[Saved entries]
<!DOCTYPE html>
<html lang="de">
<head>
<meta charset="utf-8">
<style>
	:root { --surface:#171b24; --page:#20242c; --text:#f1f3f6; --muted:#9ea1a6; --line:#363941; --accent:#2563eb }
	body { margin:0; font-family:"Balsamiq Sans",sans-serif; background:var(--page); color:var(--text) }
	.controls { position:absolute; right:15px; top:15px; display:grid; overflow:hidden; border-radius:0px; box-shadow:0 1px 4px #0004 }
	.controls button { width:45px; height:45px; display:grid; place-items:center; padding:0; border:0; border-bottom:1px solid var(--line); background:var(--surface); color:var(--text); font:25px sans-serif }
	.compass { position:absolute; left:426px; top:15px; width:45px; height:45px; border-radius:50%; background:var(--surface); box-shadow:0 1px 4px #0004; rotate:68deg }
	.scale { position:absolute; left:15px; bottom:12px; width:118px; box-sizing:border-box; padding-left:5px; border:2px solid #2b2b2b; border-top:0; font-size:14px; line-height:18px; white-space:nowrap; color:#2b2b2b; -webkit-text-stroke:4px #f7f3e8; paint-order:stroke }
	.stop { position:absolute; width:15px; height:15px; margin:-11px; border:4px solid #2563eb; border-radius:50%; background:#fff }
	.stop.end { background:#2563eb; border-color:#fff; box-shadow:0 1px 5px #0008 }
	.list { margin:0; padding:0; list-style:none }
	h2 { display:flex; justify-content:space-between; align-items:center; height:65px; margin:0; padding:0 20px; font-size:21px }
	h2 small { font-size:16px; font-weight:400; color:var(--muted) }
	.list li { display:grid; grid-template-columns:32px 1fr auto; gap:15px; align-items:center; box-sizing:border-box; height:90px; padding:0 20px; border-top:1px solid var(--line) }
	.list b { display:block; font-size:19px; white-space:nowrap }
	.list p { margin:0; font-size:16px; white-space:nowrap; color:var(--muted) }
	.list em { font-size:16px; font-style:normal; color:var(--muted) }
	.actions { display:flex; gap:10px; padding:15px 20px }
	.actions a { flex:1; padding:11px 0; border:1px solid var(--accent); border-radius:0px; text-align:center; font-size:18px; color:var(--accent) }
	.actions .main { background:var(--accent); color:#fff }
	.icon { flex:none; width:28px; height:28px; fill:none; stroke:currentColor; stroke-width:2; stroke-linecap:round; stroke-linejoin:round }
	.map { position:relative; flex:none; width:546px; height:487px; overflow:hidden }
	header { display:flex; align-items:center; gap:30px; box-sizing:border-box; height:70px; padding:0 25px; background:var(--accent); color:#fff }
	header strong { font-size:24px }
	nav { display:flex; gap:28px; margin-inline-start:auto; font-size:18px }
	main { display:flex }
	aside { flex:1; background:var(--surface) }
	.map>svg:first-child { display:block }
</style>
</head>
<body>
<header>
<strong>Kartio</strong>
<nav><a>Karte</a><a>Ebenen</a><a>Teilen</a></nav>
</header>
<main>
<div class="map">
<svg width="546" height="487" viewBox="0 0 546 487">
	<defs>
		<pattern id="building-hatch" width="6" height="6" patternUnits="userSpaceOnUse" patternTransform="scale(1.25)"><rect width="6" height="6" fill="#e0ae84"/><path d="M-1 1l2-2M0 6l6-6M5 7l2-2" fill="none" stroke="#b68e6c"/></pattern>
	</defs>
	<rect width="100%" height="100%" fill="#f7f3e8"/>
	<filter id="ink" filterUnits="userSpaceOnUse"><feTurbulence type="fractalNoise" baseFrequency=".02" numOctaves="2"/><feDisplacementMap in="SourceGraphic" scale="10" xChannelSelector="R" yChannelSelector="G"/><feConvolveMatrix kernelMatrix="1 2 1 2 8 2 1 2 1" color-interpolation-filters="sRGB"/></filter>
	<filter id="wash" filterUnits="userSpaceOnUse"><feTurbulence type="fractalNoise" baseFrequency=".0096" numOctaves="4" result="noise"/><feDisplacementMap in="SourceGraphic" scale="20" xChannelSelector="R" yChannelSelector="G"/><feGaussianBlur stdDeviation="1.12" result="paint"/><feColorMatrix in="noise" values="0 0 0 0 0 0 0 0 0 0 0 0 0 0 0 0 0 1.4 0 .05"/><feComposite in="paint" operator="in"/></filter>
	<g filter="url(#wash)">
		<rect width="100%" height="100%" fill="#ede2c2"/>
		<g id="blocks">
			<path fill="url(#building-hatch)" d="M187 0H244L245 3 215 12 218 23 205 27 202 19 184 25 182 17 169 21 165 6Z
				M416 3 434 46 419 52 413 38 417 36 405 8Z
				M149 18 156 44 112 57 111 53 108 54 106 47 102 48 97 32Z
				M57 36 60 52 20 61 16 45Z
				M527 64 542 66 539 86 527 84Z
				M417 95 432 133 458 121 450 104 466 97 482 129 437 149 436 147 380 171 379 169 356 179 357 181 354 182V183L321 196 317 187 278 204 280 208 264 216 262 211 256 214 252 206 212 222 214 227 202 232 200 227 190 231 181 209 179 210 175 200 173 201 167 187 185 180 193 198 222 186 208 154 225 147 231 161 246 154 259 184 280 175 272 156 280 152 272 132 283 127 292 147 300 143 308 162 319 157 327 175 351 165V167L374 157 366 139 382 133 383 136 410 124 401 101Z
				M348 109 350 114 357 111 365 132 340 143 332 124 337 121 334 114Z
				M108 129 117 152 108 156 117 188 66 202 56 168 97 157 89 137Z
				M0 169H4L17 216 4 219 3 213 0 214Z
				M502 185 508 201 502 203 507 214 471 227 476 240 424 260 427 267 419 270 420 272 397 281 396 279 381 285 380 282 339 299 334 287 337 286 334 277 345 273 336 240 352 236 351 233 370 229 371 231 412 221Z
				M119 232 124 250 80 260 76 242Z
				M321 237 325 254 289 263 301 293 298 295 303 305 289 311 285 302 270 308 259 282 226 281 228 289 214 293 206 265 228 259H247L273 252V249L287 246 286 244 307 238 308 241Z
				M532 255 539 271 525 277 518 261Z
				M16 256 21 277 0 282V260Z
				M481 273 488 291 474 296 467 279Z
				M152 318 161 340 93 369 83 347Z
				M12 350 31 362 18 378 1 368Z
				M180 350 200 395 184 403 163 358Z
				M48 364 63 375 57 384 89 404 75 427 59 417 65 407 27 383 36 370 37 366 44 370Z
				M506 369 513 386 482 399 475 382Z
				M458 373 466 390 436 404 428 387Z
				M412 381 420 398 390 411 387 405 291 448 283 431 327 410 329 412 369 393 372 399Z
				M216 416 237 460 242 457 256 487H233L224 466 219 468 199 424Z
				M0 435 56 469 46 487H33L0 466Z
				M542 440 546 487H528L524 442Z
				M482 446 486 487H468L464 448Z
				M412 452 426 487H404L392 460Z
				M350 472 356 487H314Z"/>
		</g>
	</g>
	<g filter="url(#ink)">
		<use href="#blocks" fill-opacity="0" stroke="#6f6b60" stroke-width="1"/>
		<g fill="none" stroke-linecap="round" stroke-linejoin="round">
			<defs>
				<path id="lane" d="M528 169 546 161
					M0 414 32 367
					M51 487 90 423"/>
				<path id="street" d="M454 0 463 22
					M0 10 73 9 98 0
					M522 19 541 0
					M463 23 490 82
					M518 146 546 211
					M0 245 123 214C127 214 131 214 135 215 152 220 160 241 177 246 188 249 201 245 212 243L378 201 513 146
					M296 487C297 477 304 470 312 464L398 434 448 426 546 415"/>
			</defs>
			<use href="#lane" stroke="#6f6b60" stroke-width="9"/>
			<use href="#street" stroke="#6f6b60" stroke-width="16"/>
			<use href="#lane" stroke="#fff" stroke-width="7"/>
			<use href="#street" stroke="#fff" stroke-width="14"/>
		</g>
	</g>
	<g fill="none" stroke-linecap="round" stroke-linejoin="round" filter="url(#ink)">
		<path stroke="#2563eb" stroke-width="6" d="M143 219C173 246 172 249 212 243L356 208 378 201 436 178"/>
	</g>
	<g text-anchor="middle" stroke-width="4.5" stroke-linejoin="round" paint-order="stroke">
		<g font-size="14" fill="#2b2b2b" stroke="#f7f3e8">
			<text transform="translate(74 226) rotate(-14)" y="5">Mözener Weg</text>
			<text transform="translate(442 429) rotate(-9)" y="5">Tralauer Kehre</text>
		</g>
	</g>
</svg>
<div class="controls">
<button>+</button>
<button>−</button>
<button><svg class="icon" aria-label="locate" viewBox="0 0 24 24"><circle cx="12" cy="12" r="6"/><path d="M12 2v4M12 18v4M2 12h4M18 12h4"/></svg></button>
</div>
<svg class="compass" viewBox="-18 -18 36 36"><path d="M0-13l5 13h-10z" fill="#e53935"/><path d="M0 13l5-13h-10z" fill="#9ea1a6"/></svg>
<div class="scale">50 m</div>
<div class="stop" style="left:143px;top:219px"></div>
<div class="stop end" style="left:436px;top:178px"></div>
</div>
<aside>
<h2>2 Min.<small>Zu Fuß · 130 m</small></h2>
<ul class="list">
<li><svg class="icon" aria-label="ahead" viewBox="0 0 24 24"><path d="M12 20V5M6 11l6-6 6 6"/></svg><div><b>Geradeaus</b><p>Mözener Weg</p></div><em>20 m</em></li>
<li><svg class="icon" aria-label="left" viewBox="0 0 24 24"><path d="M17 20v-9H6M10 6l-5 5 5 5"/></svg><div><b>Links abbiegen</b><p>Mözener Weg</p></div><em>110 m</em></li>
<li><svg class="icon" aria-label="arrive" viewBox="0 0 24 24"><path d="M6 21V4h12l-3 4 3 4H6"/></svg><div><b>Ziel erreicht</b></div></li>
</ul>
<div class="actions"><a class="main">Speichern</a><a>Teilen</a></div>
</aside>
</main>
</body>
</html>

---

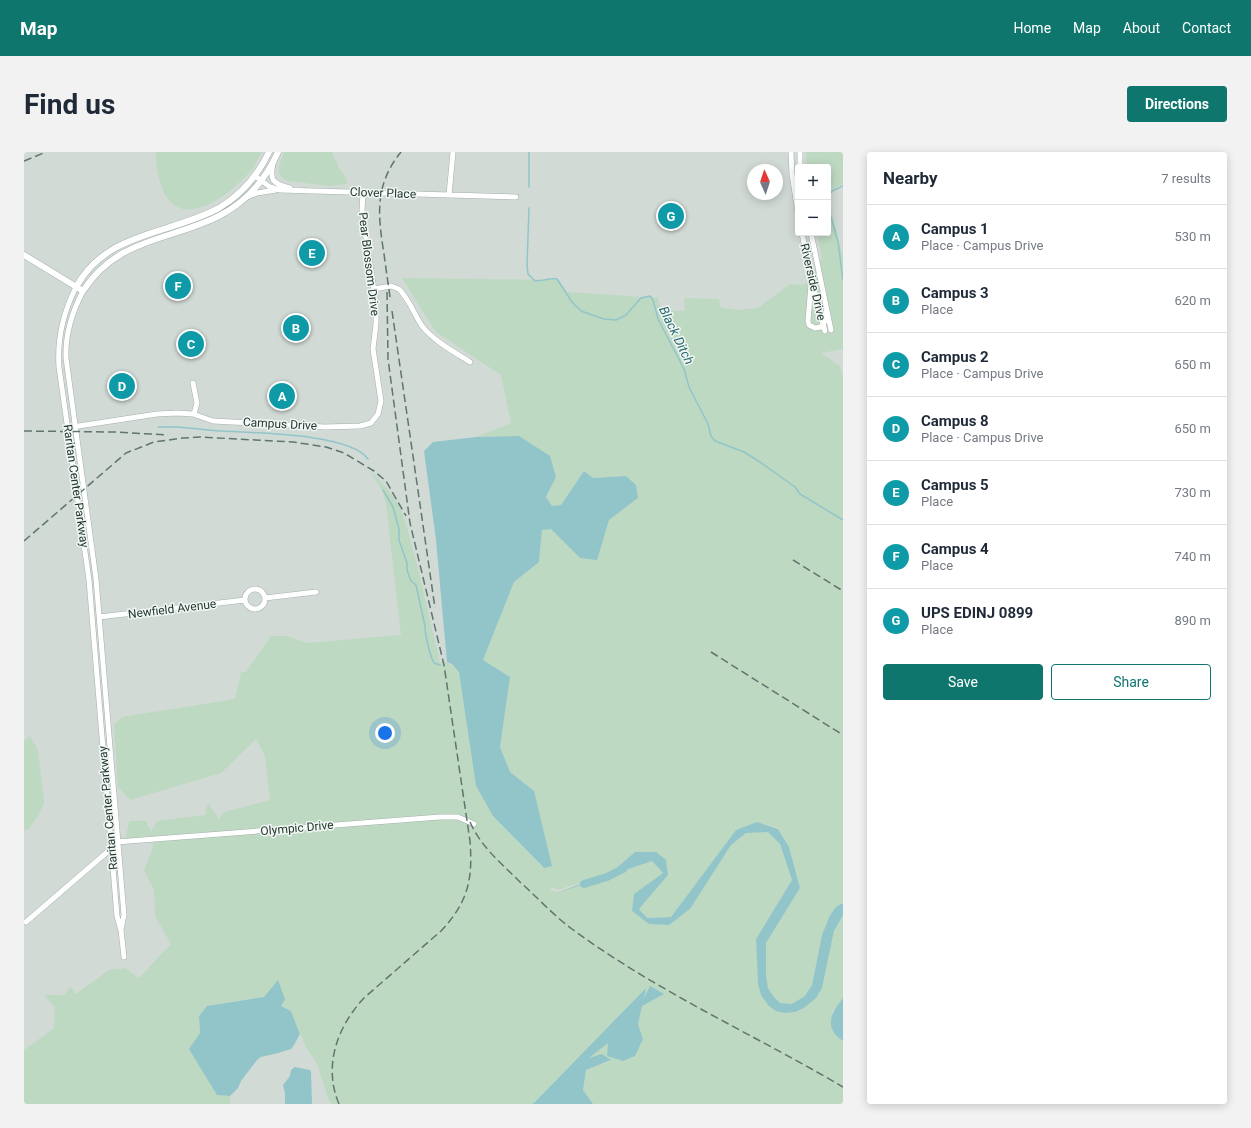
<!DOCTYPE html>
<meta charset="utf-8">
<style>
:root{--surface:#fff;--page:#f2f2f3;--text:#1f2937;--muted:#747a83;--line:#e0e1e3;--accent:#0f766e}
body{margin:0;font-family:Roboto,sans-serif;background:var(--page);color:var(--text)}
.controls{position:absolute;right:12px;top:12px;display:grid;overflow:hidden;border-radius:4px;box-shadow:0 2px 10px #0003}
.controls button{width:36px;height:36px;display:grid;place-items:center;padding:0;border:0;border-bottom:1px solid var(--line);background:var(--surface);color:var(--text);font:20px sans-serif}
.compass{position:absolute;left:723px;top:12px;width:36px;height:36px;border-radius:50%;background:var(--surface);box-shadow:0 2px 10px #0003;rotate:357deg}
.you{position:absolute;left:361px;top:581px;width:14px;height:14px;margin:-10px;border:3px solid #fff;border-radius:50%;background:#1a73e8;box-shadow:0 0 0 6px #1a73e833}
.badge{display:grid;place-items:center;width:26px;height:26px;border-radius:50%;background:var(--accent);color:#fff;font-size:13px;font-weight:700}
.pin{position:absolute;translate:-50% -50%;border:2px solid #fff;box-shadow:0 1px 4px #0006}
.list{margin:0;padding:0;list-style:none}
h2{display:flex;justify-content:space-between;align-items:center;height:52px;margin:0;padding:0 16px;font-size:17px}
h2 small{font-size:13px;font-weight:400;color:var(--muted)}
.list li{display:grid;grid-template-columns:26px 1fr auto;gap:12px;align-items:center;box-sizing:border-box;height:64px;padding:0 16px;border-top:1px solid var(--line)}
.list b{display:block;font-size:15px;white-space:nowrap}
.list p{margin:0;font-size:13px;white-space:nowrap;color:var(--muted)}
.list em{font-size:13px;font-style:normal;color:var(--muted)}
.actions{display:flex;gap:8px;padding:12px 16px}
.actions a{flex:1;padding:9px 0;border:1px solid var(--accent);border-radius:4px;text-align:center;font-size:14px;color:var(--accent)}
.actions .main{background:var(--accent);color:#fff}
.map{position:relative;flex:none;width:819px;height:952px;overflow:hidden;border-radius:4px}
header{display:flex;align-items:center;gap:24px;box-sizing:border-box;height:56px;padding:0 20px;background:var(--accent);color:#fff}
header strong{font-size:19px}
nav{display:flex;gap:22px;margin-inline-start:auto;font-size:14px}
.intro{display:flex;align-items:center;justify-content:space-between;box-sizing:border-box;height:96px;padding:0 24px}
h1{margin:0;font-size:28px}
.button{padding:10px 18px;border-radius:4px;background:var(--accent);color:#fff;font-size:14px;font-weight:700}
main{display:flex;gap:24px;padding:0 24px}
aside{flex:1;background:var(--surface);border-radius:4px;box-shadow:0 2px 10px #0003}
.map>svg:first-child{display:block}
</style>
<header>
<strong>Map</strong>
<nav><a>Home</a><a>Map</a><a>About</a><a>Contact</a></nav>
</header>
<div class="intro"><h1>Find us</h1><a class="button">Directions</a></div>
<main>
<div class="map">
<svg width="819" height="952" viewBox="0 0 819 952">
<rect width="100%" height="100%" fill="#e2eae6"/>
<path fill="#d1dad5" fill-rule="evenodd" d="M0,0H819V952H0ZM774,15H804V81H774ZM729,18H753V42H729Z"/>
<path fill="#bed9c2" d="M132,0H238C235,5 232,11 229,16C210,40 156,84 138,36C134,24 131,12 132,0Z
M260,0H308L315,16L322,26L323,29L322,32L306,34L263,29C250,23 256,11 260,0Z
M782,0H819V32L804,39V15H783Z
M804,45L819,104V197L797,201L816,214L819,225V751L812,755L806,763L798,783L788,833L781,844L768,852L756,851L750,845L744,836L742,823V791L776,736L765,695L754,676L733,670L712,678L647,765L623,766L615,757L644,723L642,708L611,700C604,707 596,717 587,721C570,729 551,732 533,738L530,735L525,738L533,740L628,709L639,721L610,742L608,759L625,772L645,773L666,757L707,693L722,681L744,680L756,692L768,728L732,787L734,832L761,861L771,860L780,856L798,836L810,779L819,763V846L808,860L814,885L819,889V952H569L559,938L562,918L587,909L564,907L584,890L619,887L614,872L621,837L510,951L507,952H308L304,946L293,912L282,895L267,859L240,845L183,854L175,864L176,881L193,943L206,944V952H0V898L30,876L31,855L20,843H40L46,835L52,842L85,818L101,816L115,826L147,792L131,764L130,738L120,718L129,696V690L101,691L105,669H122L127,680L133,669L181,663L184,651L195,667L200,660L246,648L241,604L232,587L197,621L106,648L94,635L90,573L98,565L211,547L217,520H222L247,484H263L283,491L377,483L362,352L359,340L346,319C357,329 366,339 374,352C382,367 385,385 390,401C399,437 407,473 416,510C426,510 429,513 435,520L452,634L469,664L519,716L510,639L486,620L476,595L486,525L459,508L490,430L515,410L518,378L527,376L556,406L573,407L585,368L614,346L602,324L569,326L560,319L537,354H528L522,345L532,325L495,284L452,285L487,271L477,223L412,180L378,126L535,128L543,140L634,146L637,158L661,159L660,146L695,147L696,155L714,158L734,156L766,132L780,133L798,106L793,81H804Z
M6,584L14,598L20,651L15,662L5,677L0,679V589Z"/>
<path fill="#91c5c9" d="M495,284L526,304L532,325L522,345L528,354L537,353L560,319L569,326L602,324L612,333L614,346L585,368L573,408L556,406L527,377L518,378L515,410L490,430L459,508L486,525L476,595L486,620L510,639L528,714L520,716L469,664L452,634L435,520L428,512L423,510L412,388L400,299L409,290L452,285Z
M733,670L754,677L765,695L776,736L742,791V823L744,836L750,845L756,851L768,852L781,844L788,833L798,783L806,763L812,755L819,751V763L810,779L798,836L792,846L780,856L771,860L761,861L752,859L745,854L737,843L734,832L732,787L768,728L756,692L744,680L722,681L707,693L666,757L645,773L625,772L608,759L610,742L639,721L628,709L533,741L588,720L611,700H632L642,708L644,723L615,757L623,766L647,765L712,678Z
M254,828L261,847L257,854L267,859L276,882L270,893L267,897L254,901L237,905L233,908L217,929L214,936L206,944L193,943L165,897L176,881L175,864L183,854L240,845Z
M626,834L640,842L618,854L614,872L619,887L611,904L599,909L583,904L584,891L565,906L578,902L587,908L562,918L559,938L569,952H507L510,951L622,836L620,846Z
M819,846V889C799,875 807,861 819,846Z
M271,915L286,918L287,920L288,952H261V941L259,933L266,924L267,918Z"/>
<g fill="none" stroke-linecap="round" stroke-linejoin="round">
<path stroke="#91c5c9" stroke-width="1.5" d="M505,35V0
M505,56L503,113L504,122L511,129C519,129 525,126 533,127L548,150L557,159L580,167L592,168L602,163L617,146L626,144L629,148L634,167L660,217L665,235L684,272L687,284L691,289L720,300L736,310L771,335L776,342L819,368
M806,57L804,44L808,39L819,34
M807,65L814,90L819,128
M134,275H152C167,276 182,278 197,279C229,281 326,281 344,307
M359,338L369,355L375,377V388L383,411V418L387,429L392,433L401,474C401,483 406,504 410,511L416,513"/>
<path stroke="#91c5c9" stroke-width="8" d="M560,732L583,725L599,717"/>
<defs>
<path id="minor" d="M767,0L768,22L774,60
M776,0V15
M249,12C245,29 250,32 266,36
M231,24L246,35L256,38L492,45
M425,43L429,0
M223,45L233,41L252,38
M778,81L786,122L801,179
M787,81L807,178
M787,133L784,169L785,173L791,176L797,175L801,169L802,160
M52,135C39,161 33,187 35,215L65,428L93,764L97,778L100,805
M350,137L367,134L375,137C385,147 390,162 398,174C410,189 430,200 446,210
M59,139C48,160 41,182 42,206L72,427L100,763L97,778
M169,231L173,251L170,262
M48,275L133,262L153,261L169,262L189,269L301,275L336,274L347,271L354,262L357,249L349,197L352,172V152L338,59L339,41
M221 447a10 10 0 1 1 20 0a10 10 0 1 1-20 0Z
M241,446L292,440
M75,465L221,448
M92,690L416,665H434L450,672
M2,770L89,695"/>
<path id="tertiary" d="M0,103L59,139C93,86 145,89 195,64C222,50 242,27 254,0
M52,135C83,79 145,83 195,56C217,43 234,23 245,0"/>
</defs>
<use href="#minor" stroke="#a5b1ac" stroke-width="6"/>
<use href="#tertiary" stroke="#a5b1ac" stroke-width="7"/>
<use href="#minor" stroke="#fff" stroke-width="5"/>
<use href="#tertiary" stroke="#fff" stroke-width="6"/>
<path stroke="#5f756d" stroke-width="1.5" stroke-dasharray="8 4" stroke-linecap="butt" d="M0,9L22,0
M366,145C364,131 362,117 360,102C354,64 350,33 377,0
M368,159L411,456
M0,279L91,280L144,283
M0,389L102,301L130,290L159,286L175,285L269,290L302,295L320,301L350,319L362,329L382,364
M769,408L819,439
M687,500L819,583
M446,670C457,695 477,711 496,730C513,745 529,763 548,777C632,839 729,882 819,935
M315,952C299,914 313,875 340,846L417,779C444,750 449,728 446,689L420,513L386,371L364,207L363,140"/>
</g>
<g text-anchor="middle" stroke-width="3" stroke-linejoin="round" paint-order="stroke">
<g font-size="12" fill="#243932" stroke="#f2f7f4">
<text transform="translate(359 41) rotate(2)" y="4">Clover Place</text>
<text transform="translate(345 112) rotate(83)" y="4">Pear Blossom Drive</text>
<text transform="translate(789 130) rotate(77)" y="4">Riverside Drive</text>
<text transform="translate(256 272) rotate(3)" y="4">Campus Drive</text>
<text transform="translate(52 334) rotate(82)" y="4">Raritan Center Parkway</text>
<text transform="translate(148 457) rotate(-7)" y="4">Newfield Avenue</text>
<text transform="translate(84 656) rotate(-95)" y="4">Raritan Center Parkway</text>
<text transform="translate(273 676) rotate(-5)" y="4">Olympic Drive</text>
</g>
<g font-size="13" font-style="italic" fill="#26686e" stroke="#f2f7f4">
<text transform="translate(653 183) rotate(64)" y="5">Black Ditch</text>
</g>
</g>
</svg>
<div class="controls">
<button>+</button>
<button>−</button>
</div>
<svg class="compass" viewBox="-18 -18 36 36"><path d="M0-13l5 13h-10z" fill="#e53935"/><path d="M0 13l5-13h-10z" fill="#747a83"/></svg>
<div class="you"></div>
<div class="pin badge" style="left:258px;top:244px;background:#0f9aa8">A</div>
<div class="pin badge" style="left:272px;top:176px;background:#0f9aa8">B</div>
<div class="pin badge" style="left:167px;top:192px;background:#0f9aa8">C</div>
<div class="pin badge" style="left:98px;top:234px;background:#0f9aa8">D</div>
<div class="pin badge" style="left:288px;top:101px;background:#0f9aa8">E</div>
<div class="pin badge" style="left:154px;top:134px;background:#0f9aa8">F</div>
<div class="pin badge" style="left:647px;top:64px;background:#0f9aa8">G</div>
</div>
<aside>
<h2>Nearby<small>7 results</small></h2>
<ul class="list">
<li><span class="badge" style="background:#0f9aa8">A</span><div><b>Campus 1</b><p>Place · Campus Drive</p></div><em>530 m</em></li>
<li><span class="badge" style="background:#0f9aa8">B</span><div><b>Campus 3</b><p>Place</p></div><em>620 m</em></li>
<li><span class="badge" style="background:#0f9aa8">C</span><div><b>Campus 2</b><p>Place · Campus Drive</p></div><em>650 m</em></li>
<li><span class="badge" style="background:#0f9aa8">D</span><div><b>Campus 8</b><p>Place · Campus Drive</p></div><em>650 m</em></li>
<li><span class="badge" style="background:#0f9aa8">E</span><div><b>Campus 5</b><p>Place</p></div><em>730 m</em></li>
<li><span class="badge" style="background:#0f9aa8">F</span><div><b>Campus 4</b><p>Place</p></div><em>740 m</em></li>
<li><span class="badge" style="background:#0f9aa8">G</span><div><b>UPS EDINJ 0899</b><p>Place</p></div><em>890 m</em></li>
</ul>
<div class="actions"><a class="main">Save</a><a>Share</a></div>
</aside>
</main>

▸ **Requirement**:
Taking the entries above, write out exactly each line from the one holding "M223,45L233,41L252,38" to the one holding "M446,670C457,695 477,711 496,730C513,745", both included, and stop there.

▸ **Written solution**:
M223,45L233,41L252,38
M778,81L786,122L801,179
M787,81L807,178
M787,133L784,169L785,173L791,176L797,175L801,169L802,160
M52,135C39,161 33,187 35,215L65,428L93,764L97,778L100,805
M350,137L367,134L375,137C385,147 390,162 398,174C410,189 430,200 446,210
M59,139C48,160 41,182 42,206L72,427L100,763L97,778
M169,231L173,251L170,262
M48,275L133,262L153,261L169,262L189,269L301,275L336,274L347,271L354,262L357,249L349,197L352,172V152L338,59L339,41
M221 447a10 10 0 1 1 20 0a10 10 0 1 1-20 0Z
M241,446L292,440
M75,465L221,448
M92,690L416,665H434L450,672
M2,770L89,695"/>
<path id="tertiary" d="M0,103L59,139C93,86 145,89 195,64C222,50 242,27 254,0
M52,135C83,79 145,83 195,56C217,43 234,23 245,0"/>
</defs>
<use href="#minor" stroke="#a5b1ac" stroke-width="6"/>
<use href="#tertiary" stroke="#a5b1ac" stroke-width="7"/>
<use href="#minor" stroke="#fff" stroke-width="5"/>
<use href="#tertiary" stroke="#fff" stroke-width="6"/>
<path stroke="#5f756d" stroke-width="1.5" stroke-dasharray="8 4" stroke-linecap="butt" d="M0,9L22,0
M366,145C364,131 362,117 360,102C354,64 350,33 377,0
M368,159L411,456
M0,279L91,280L144,283
M0,389L102,301L130,290L159,286L175,285L269,290L302,295L320,301L350,319L362,329L382,364
M769,408L819,439
M687,500L819,583
M446,670C457,695 477,711 496,730C513,745 529,763 548,777C632,839 729,882 819,935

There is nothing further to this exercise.